In February 2012, South Carolina officials began becoming academy-trained in all aspects of the ACT initiative. To help meet the needs of businesses for qualified workers, South Carolina partnered in a job training initiative with the testing company ACT that will better match workers with businesses that need them. At the time, South Carolina was among four states where ACT was launching its Certified Work Ready Communities Initiative, which involves several tests that measure an individual’s job-related skills. The first county to become nationally certified was Clarendon County followed by Colleton and McCormick counties.

According to Haley, the state gave every county a chance to have skin in the game and even the smaller counties stepped up to prove they were major players.

In addition, Haley said she saw that South Carolina had a welfare problem where recipients were simply given their checks. Currently, they’re asked what skill set they have and matched with a business.

So far, she said, the system has gotten 20,000 people off of welfare and put them to work. It’s called “welfare to work” and the same is happening with food stamps and prison releases.

South Carolina boasts the fastest growing economy on the East Coast, she said, and the state’s been tagged the “Beast of the East.”

To keep the moniker, officials must focus on beefing up infrastructure annually as well as port initiatives, rail roads and the inland port. South Carolina is doing very well in that regard, she explained.

“Product to market matters,” she said. “The problem is that the legislature is looking at this success like it happened on its own, but that success came from a lot of hard work from Team South Carolina.

Gov. Haley was none too pleased with the legislature giving themselves 53-percent pay and pension increases and told them should they pass the motion she would veto it.

Haley did go on to veto the legislative pay increase, an effort led by House Speaker Bobby Harrell. Her veto was ultimately upheld by a Senate vote of 10-32. The vote carried without debate from the Senate.

“We passed the largest education reform in a decade,” said Haley and officials rejected Common Core and work has already begun on South Carolina standards for education. Measures will account for poverty, she said, and no child will be allowed to pass the third grade if they cannot read.

Reading coaches will be in place at every school to ensure that. Technology will be upgraded to be consistent across districts, resulting in a one-to-one computer ratio.

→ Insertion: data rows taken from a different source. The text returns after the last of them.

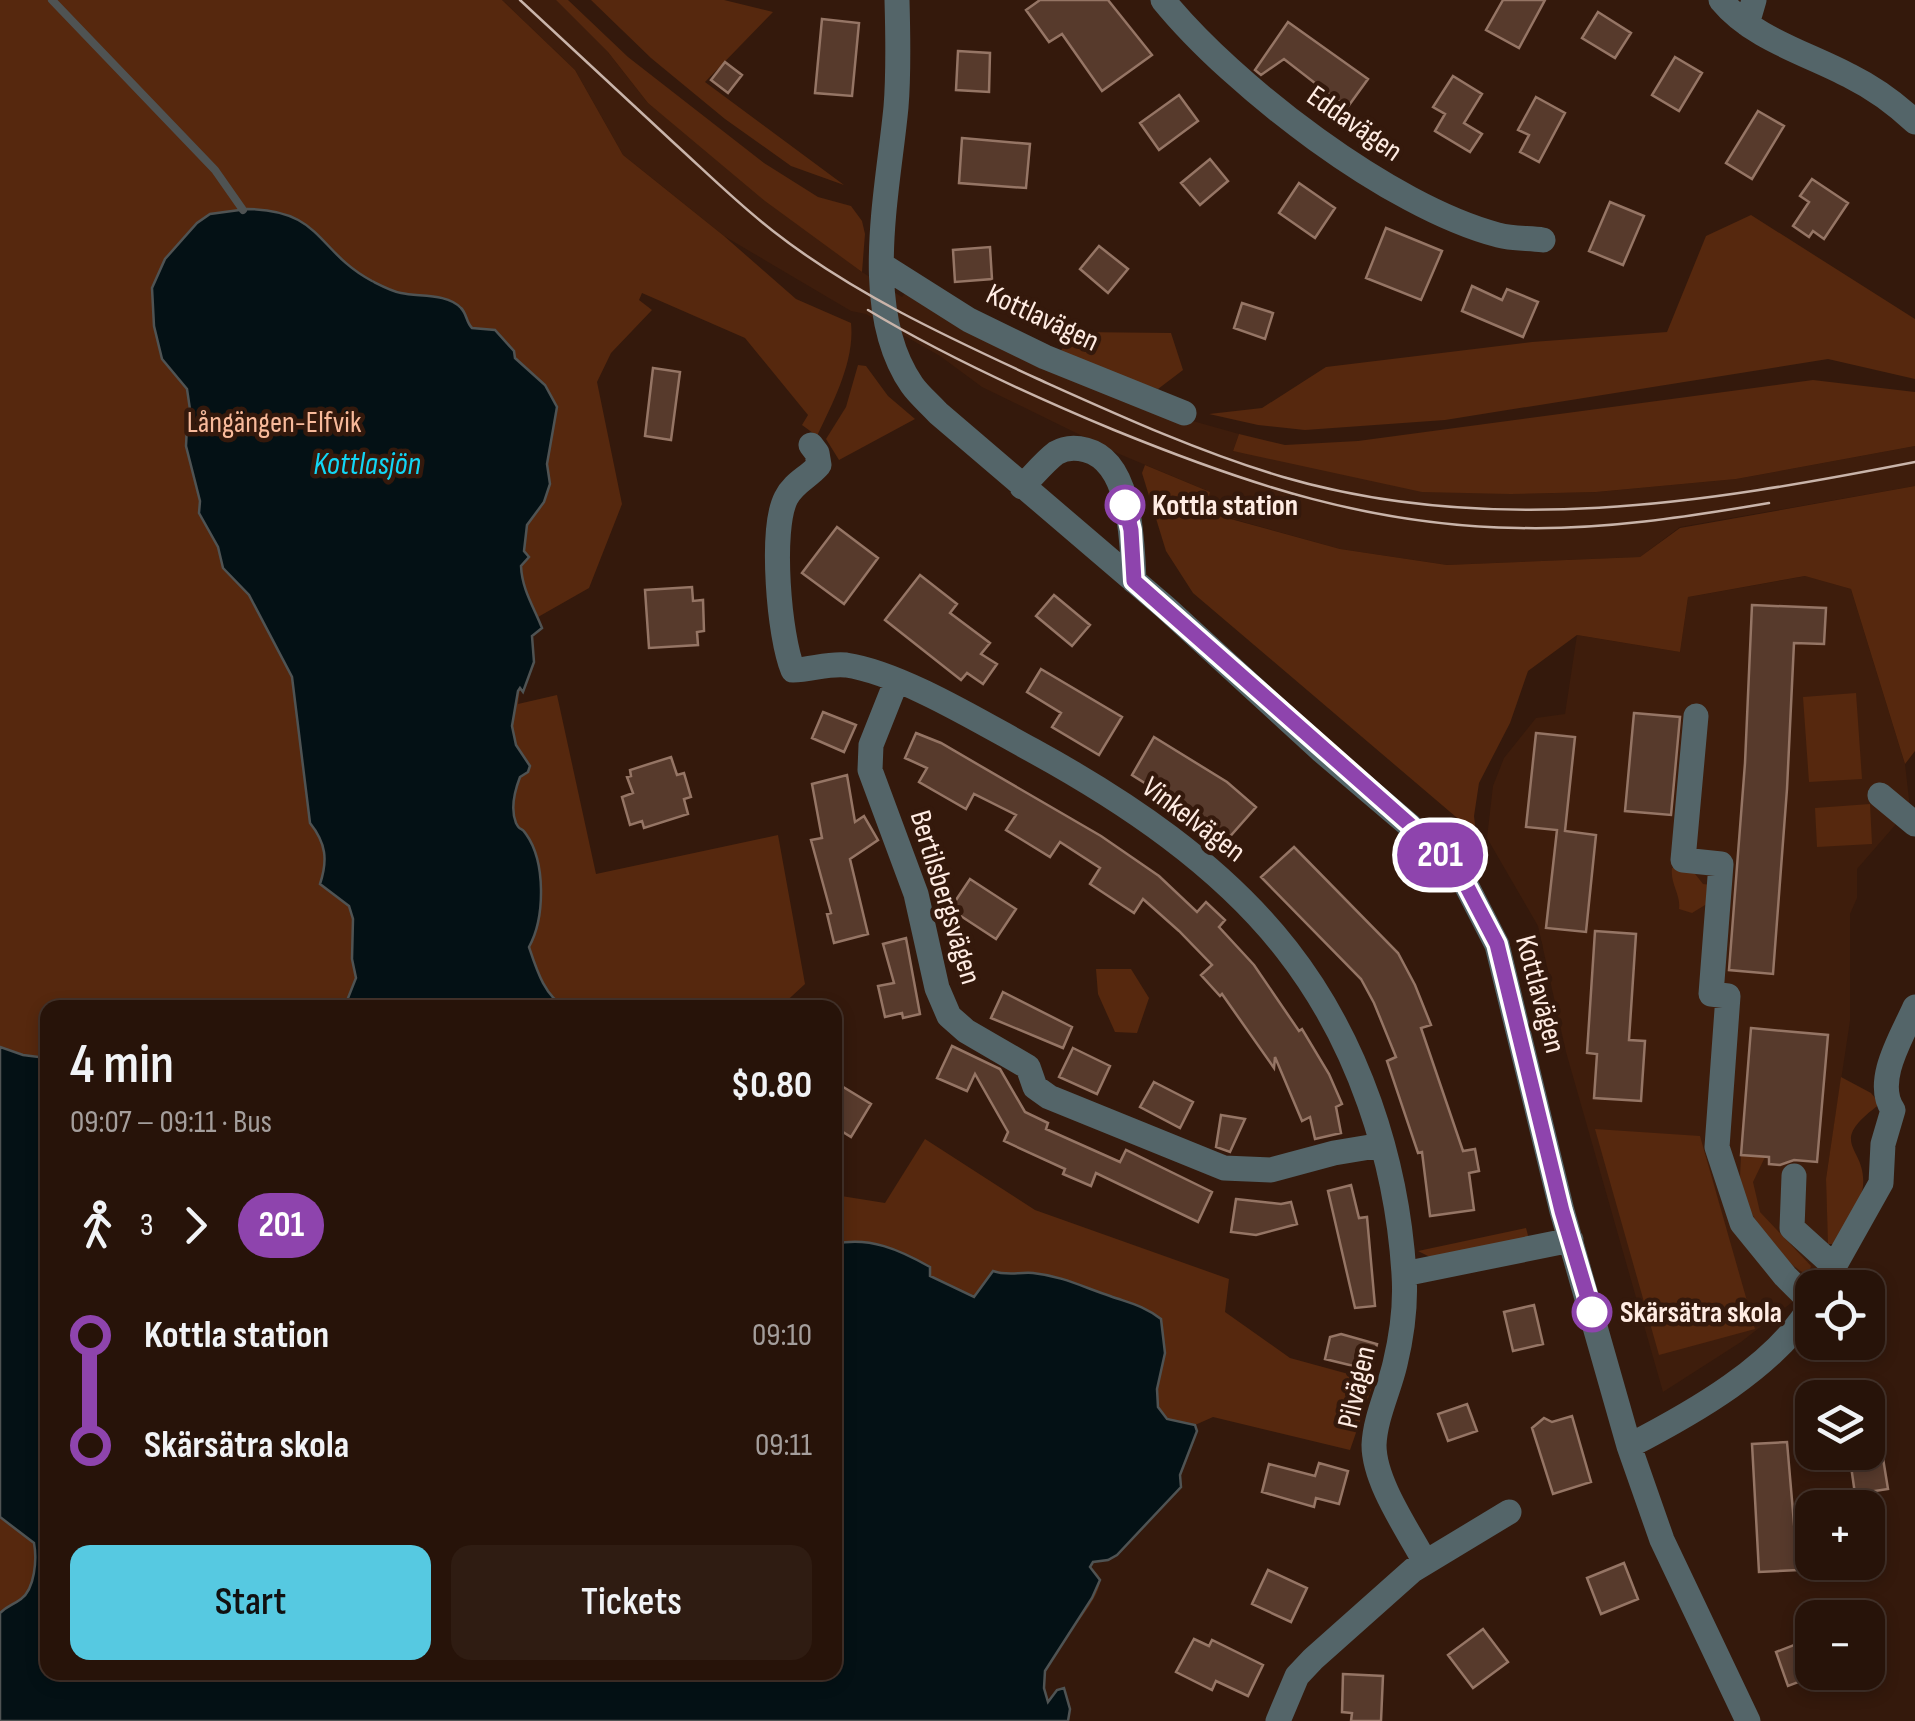 <!DOCTYPE html>
<meta charset="utf-8">
<style>
:root{--surface:#271309;--page:#2f1c12;--text:#f1f3f6;--muted:#a49e9c;--line:#43322a;--accent:#56c9e1}
body{margin:0;font-family:"Sofia Sans Condensed",sans-serif;background:var(--page);color:var(--text);height:100vh;display:flex;flex-direction:column;font-size:38px;white-space:nowrap}
*{box-sizing:border-box;margin:0}
p{font-size:32px;color:var(--muted)}
.icon{flex:none;width:55px;height:55px;fill:none;stroke:currentColor;stroke-width:2;stroke-linecap:round;stroke-linejoin:round}
.map{position:relative;flex:1;overflow:hidden}
.panel{position:absolute;left:40px;top:1000px;width:802px;height:680px;display:flex;flex-direction:column;background:var(--surface);border-radius:20px;box-shadow:0 5px 15px #0003,0 0 0 2px var(--line)}
.panel>*{flex:none}
.badge{padding:0 20px;border-radius:32px;font-size:35px;line-height:65px}
.buttons{position:absolute;left:1795px;top:1270px;display:grid;gap:20px}
.buttons a{display:grid;place-items:center;width:90px;height:90px;border-radius:20px;background:var(--surface);box-shadow:0 5px 15px #0003,0 0 0 2px var(--line);font-size:50px}
.map>.badge{position:absolute;translate:-50% -50%;box-shadow:0 0 0 5px #fff}
.legs{display:flex;align-items:center;gap:15px;height:110px;padding:0 30px;font-size:32px}
.legs p{margin-inline-start:auto}
.summary{display:flex;align-items:center;justify-content:space-between;height:170px;padding:0 30px}
h1{font-size:55px;font-weight:600;line-height:75px}
.primary-button{display:flex;gap:20px;margin-top:auto;padding:20px 30px}
.primary-button a{flex:1;height:115px;border-radius:20px;background:var(--accent);color:#111;font-size:40px;font-weight:600;line-height:115px;text-align:center}
.primary-button a+a{background:var(--page);color:var(--text)}
ul{padding:0 30px;list-style:none}
li{display:flex;align-items:center;gap:35px;height:110px;font-size:38px}
li i{display:grid;place-items:center;width:15px;height:100%;margin:0 12px;background:currentColor}
li i::after{content:'';width:25px;height:25px;margin:-12px;border:8px solid;border-radius:50%;background:var(--surface)}
li p{margin-inline-start:auto}
li:first-child i{background:linear-gradient(#0000 50%,currentColor 0)}
li:last-child i{background:linear-gradient(currentColor 50%,#0000 0)}
.map>svg:first-child{display:block}
.built{fill:#3e1d0c}
.green{fill:#56280e}
.water{fill:#041115;stroke:#4f5353;stroke-width:2.5}
.lines{fill:none;stroke-linecap:round;stroke-linejoin:round}
.stream{stroke:#4f5353;stroke-width:8}
.building{fill:#573a2c;stroke:#957565;stroke-width:2.5}
.minor{stroke:#546569;stroke-width:25}
.tram{stroke:#c9b4aa;stroke-width:2.5}
.line-1-casing{stroke:#fff;stroke-width:22}
.line-1{stroke:#8e44ad;stroke-width:15}
.stop-1-dot{fill:#fff;stroke:#8e44ad;stroke-width:5}
.labels{text-anchor:middle;stroke-width:9;stroke-linejoin:round;paint-order:stroke}
.street-label{font-size:30px;fill:#ffece3;stroke:#34190c}
.park-label{font-size:30px;fill:#f8ba9b;stroke:#34190c}
.stop-label{font-size:30px;font-weight:bold;fill:#ffece3;stroke:#34190c;text-anchor:start}
.water-label{font-size:32px;font-style:italic;fill:#12d6f5;stroke:#34190c}
</style>
<div class="map">
<svg width="1915" height="1721" viewBox="0 0 1915 1721">
<rect width="100%" height="100%" fill="#34190c"/>
<path class="built" d="M502 0H556L608 52 648 103 862 272 902 297 907 290 1175 416 1239 434 1233 451 1511 494 1596 492 1736 479 1915 446V486L1680 527 1640 557 1447 565 1340 549 1204 511 1210 492 1117 453 982 387 940 356 866 314 851 311 724 236 623 155 575 70Z
M1806 576 1851 589 1905 764 1910 808 1857 869V898L1850 914V1021L1826 1179 1829 1260 1795 1300 1741 1342 1663 1392 1566 1052 1538 926 1487 838 1493 786 1504 758 1536 718 1565 714 1577 635 1680 652 1688 597Z"/>
<path class="green" d="M0 0H502L575 70 623 155 724 236 796 299 851 323C855 361 833 402 817 436L802 425 808 415 745 338 642 293 639 300 652 310 611 353 597 382 622 504 589 588 538 617 542 628 532 636 534 662 523 692 520 688 518 704 557 695 596 874 778 835 805 984 779 1008H48V1672H835V1195L885 1203 925 1139 1035 1210 1229 1279 1225 1312 1290 1358 1374 1381 1350 1450 1213 1417 1195 1425C1196 1447 1178 1464 1181 1487L1117 1555 1108 1560 1092 1562 1090 1568C1094 1571 1099 1573 1100 1580 1100 1603 1053 1647 1046 1670 1042 1681 1045 1693 1048 1702L1057 1690 1064 1688 1070 1709 1068 1721H0Z
M556 0H568L628 57 764 163 818 197 851 206 862 221 865 234 862 272 765 201 648 103 608 52Z
M591 0H724L773 12 705 82 844 185 791 166 725 119 651 58Z
M1751 215 1915 319V379L1828 359 1445 420 1305 430 1258 425 1209 414 1262 408 1326 367 1532 342 1667 332 1706 236Z
M1076 332 1171 333 1183 370 1158 389 1058 354Z
M858 365 866 366 888 396 915 419 839 460 826 439 846 407Z
M1813 380 1915 392V446L1736 479 1596 492 1511 494 1422 492 1233 451 1239 434 1285 445 1358 441Z
M1145 465 1210 492 1205 512 1340 549 1447 565 1640 557 1680 528 1915 486V751L1905 764 1851 589 1805 576 1688 597 1680 652 1577 635 1528 671 1510 723 1479 783 1474 816 1476 834 1193 593 1166 551 1142 473Z
M1856 693 1862 779 1809 782 1803 697Z
M1870 804 1872 844 1817 847 1815 808Z
M1672 868 1692 870 1703 884 1712 885 1710 902 1692 913 1679 909C1681 894 1670 884 1672 868Z
M1096 969H1131L1149 998 1137 1033 1115 1032 1098 994Z
M1841 1077 1871 1093 1880 1104C1824 1145 1867 1145 1863 1186 1861 1205 1844 1225 1837 1244H1828L1826 1179Z
M1595 1129 1700 1136 1755 1329 1659 1355Z
M1741 1155 1765 1157 1753 1182 1760 1212 1811 1266 1808 1275C1785 1266 1745 1212 1741 1188 1739 1178 1741 1165 1741 1155Z
M1526 1228 1529 1239 1430 1257 1418 1251Z"/>
<path class="water" d="M247 209C323 210 316 251 372 281 380 285 391 291 401 293 419 297 447 293 461 308 467 314 466 322 472 328L495 330 514 351 515 358 545 385 557 407 547 464 550 484 544 502 527 525 524 551 529 557 521 566C522 590 534 607 542 628L532 636 534 662 523 692 520 688 518 691 512 726 516 745 530 766 528 772 520 777C515 790 510 808 516 823 521 833 520 825 526 834 546 862 545 918 529 947 536 968 545 998 566 1007H350L348 998 356 978 352 959 353 919 349 906 320 884C328 860 326 843 310 823L292 677 249 595 223 568 218 547 199 513 200 501 186 446 187 426 191 416 187 389 162 359 154 326 152 288 165 259 197 223 210 214Z
M0 1047 23 1055 47 1058 48 1672H835V1244C869 1236 900 1250 930 1267V1276L974 1297 993 1271C1007 1276 1018 1272 1033 1273 1062 1276 1083 1287 1110 1296 1129 1303 1143 1305 1161 1319L1165 1353 1157 1389 1158 1407 1167 1419 1195 1425 1197 1431 1180 1475 1181 1487 1117 1555 1108 1560 1093 1562 1090 1567 1100 1580 1092 1598 1045 1671 1044 1688 1048 1702 1057 1690 1064 1688 1070 1709 1068 1721H0V1613C7 1606 13 1605 21 1599 35 1589 37 1559 34 1543L0 1517Z"/>
<g class="lines">
<path class="stream" d="M52 0 215 170 243 210"/>
</g>
<path class="building" d="M1040 0H1108L1152 55 1102 91 1062 34 1049 42 1026 10Z
M1503 0H1545L1519 48 1486 30Z
M1598 12 1631 33 1615 58 1582 38Z
M822 19 859 23 852 96 815 93Z
M1288 22 1368 79 1347 108 1284 59 1261 75 1255 70Z
M958 51 990 53 989 92 956 90Z
M1675 57 1702 73 1679 111 1652 95Z
M725 62 742 75 728 93 711 80Z
M1453 76 1482 94 1464 123 1482 134 1470 152 1435 131 1445 114 1433 107Z
M1179 95 1198 121 1159 150 1140 123Z
M1536 97 1565 113 1539 162 1520 152 1529 135 1518 130Z
M1758 111 1784 126 1752 179 1726 163Z
M962 138 1030 144 1026 188 959 183Z
M1210 159 1228 181 1200 205 1181 183Z
M1812 179 1848 203 1824 239 1813 231 1809 237 1793 226 1809 202 1800 196Z
M1299 183 1335 208 1315 238 1279 213Z
M1610 202 1644 216 1623 265 1589 251Z
M1386 228 1442 251 1421 300 1366 278Z
M1099 246 1128 269 1108 293 1080 269Z
M990 247 992 279 955 282 953 250Z
M1472 286 1502 300 1507 289 1538 302 1523 337 1462 311Z
M1242 303 1273 313 1265 339 1234 328Z
M653 368 680 372 671 440 645 436Z
M837 527 878 558 844 604 802 573Z
M920 575 957 604 950 613 990 643 981 654 997 664 983 684 967 673 961 680 885 620Z
M692 587 693 601 703 600 704 631 697 632 698 645 649 648 645 590Z
M1054 595 1090 625 1072 646 1036 616Z
M1752 605 1826 608 1824 644 1794 643 1787 789 1773 974 1729 970 1745 763Z
M1041 669 1122 717 1099 755 1052 727 1061 713 1027 692Z
M823 712 856 725 844 752 812 738Z
M1634 713 1680 717 1671 815 1625 811Z
M916 733 941 743 1101 836 1159 876 1197 912 1206 902 1225 920 1219 927 1254 965 1299 1031 1302 1029 1329 1074 1342 1104 1336 1107 1341 1133 1315 1139 1310 1117 1302 1121 1275 1057 1274 1068 1222 994 1220 996 1201 975 1212 965 1179 931 1143 899 1134 913 1090 884 1100 868 1060 842 1050 857 1006 830 1016 815 974 794 966 809 919 782 927 768 905 758Z
M1536 733 1575 737 1565 831 1596 835 1586 932 1546 928 1557 830 1526 827Z
M1154 737 1227 782 1256 807 1226 841 1202 819 1132 775Z
M671 757 677 775 684 773 691 797 684 799 688 814 644 828 642 821 630 825 622 797 633 793 627 777 631 776 630 770Z
M847 775 855 822 864 816 878 840 850 859 868 934 834 943 827 914 831 913 811 840 822 838 812 784Z
M1294 847 1398 953 1415 985 1431 1025 1421 1028 1463 1151 1475 1149 1479 1171 1469 1173 1474 1210 1430 1216 1422 1152 1418 1153 1387 1061 1396 1057 1374 1003 1361 979 1261 877Z
M970 879 1016 909 996 939 950 909Z
M1595 931 1636 934 1629 1040 1645 1041 1641 1101 1594 1098 1597 1054 1587 1053Z
M906 938 920 1014 903 1018 902 1013 885 1017 878 986 894 983 883 944Z
M1003 992 1072 1027 1063 1048 991 1018Z
M1751 1028 1828 1035 1817 1162 1794 1160 1780 1165 1769 1164V1157L1741 1155Z
M952 1046 1000 1069 1025 1112 1048 1123 1046 1129 1120 1162 1126 1150 1212 1192 1198 1222 1096 1173 1091 1186 1063 1174 1065 1169 1004 1141 1008 1132 975 1074 967 1091 937 1078Z
M1073 1048 1110 1066 1097 1094 1059 1077Z
M835 1082 871 1104 851 1137 835 1127Z
M1154 1082 1193 1102 1180 1128 1140 1107Z
M1221 1115 1245 1119 1230 1152 1216 1147Z
M1351 1185 1359 1218 1367 1217 1375 1306 1355 1308 1328 1191Z
M1236 1199 1281 1204 1291 1202 1297 1224 1256 1235 1231 1232Z
M1534 1305 1543 1344 1513 1351 1504 1312Z
M1341 1334 1377 1344 1370 1370 1325 1359 1330 1337Z
M1467 1404 1477 1431 1448 1441 1438 1414Z
M1572 1416 1591 1482 1553 1494 1532 1428 1544 1418 1552 1422Z
M1787 1442 1798 1570 1759 1572 1752 1444Z
M1849 1452H1882L1888 1489 1855 1494Z
M1319 1463 1348 1471 1339 1504 1316 1498 1314 1507 1262 1492 1269 1464 1315 1476Z
M1624 1563 1638 1599 1601 1614 1587 1578Z
M1268 1570 1307 1588 1291 1622 1252 1604Z
M1483 1629 1508 1662 1473 1688 1448 1655Z
M1812 1638V1677L1788 1686 1776 1652Z
M1194 1639 1209 1646 1212 1640 1263 1665 1248 1696 1216 1681 1212 1690 1176 1672Z
M1343 1674 1383 1676 1381 1721H1351L1352 1713 1342 1712Z"/>
<g class="lines">
<path class="minor" d="M897 0C898 36 899 71 896 107 888 192 860 310 912 385 919 395 930 404 938 413L1166 608 1322 751 1409 825 1462 877 1497 945 1562 1211 1629 1446 1662 1540 1748 1721
M1163 0C1233 86 1390 207 1498 235 1512 239 1529 238 1543 240
M1721 0C1753 39 1807 53 1850 76 1874 88 1896 104 1915 122
M1747 24 1754 0
M882 265 969 320 1045 357 1184 413
M811 445 817 453 819 465C808 478 794 482 786 498 770 529 779 637 793 670 811 670 828 663 846 665 901 673 982 723 1032 750 1125 801 1221 865 1287 950 1358 1041 1397 1159 1404 1274 1406 1303 1402 1335 1395 1364 1389 1390 1375 1418 1374 1445 1374 1482 1408 1530 1425 1562
M1022 487C1033 476 1044 462 1056 453 1066 447 1075 447 1086 450 1132 462 1132 542 1134 581
M896 682 871 745 870 770 916 894 937 988 949 1016 966 1031 1028 1067 1035 1087 1049 1097 1224 1168 1271 1170 1334 1153 1382 1145
M1696 716 1683 860 1721 864 1711 994 1728 996 1717 1147 1742 1223 1785 1276 1812 1303
M1880 795 1915 824
M1794 1176 1792 1228 1834 1266
M1404 1274 1571 1240
M1822 1288 1881 1183 1883 1144 1893 1110C1873 1081 1903 1035 1915 1007
M1629 1446C1691 1414 1777 1366 1812 1304
M1278 1721 1297 1676 1313 1659 1413 1570 1509 1512"/>
<path class="tram" d="M520 0C571 48 623 95 674 143 707 173 738 204 773 231 852 293 947 337 1038 379 1118 415 1199 452 1283 477 1492 538 1706 503 1915 462
M868 310C946 357 1030 395 1114 430 1249 485 1372 526 1519 528 1602 530 1687 517 1769 503"/>
</g>
<g class="lines">
<defs>
<path id="line-1" d="M1125 505 1131 530 1134 581 1410 825 1462 877 1497 944 1562 1211 1592 1312"/>
</defs>
<use href="#line-1" class="line-1-casing"/>
<use href="#line-1" class="line-1"/>
</g>
<g class="stop-1-dot">
<circle cx="1125" cy="505" r="18"/>
<circle cx="1592" cy="1312" r="18"/>
</g>
<g class="labels">
<g class="street-label">
<text transform="translate(1355 123) rotate(35)" y="10">Eddavägen</text>
<text transform="translate(1043 317) rotate(25)" y="10">Kottlavägen</text>
<text transform="translate(1194 819) rotate(37)" y="10">Vinkelvägen</text>
<text transform="translate(946 897) rotate(73)" y="10">Bertilsbergsvägen</text>
<text transform="translate(1541 994) rotate(75)" y="10">Kottlavägen</text>
<text transform="translate(1356 1387) rotate(-77)" y="10">Pilvägen</text>
</g>
<g class="park-label">
<text x="274" y="432">Långängen-Elfvik</text>
</g>
<g class="stop-label">
<text x="1152" y="515">Kottla station</text>
<text x="1620" y="1322">Skärsätra skola</text>
</g>
<g class="water-label">
<text x="367" y="474">Kottlasjön</text>
</g>
</g>
</svg>
<div class="buttons">
<a><svg class="icon" aria-label="locate" viewBox="0 0 24 24"><circle cx="12" cy="12" r="6"/><path d="M12 2v4M12 18v4M2 12h4M18 12h4"/></svg></a>
<a><svg class="icon" aria-label="layers" viewBox="0 0 24 24"><path d="M12 4l9 5-9 5-9-5zM3 14l9 5 9-5"/></svg></a>
<a>+</a>
<a>−</a>
</div>
<b class="badge" style="left:1440px;top:855px;background:#8e44ad;color:#fff">201</b>
<section class="panel">
<div class="summary"><div><h1>4 min</h1><p>09:07 – 09:11 · Bus</p></div><b>$0.80</b></div>
<div class="legs"><svg class="icon" aria-label="walk" viewBox="0 0 24 24"><circle cx="13" cy="4" r="2"/><path d="M13 8l-2 6 4 7M11 14l-3 7M7 12l3-4h3l4 4"/></svg>3<svg class="icon" aria-label="forward" viewBox="0 0 24 24"><path d="M9 5l7 7-7 7"/></svg><b class="badge" style="background:#8e44ad;color:#fff">201</b></div>
<ul>
<li><i style="color:#8e44ad"></i><b>Kottla station</b><p>09:10</p></li>
<li><i style="color:#8e44ad"></i><b>Skärsätra skola</b><p>09:11</p></li>
</ul>
<div class="primary-button"><a>Start</a><a>Tickets</a></div>
</section>
</div>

Every summer, she said, new education reform will be put into action.

The Department of Social Services will be seeing reform as well. “It’s hard to keep children safe from their own parents, in some instances,” she said.

Improvements will be focused in the areas of better quality foster families, a proactive law enforcement presence and increased partnerships in the overall system.

She left the group with a parting message of staying ahead of growth and managing it smartly.

Specific to Mount Pleasant, the fastest growing area in the state, she urged leaders and citizens to get in front of the growth by maintaining and improving infrastructure.

Companies won’t come without the proper attention to infrastructure and low costs of utilities, she explained.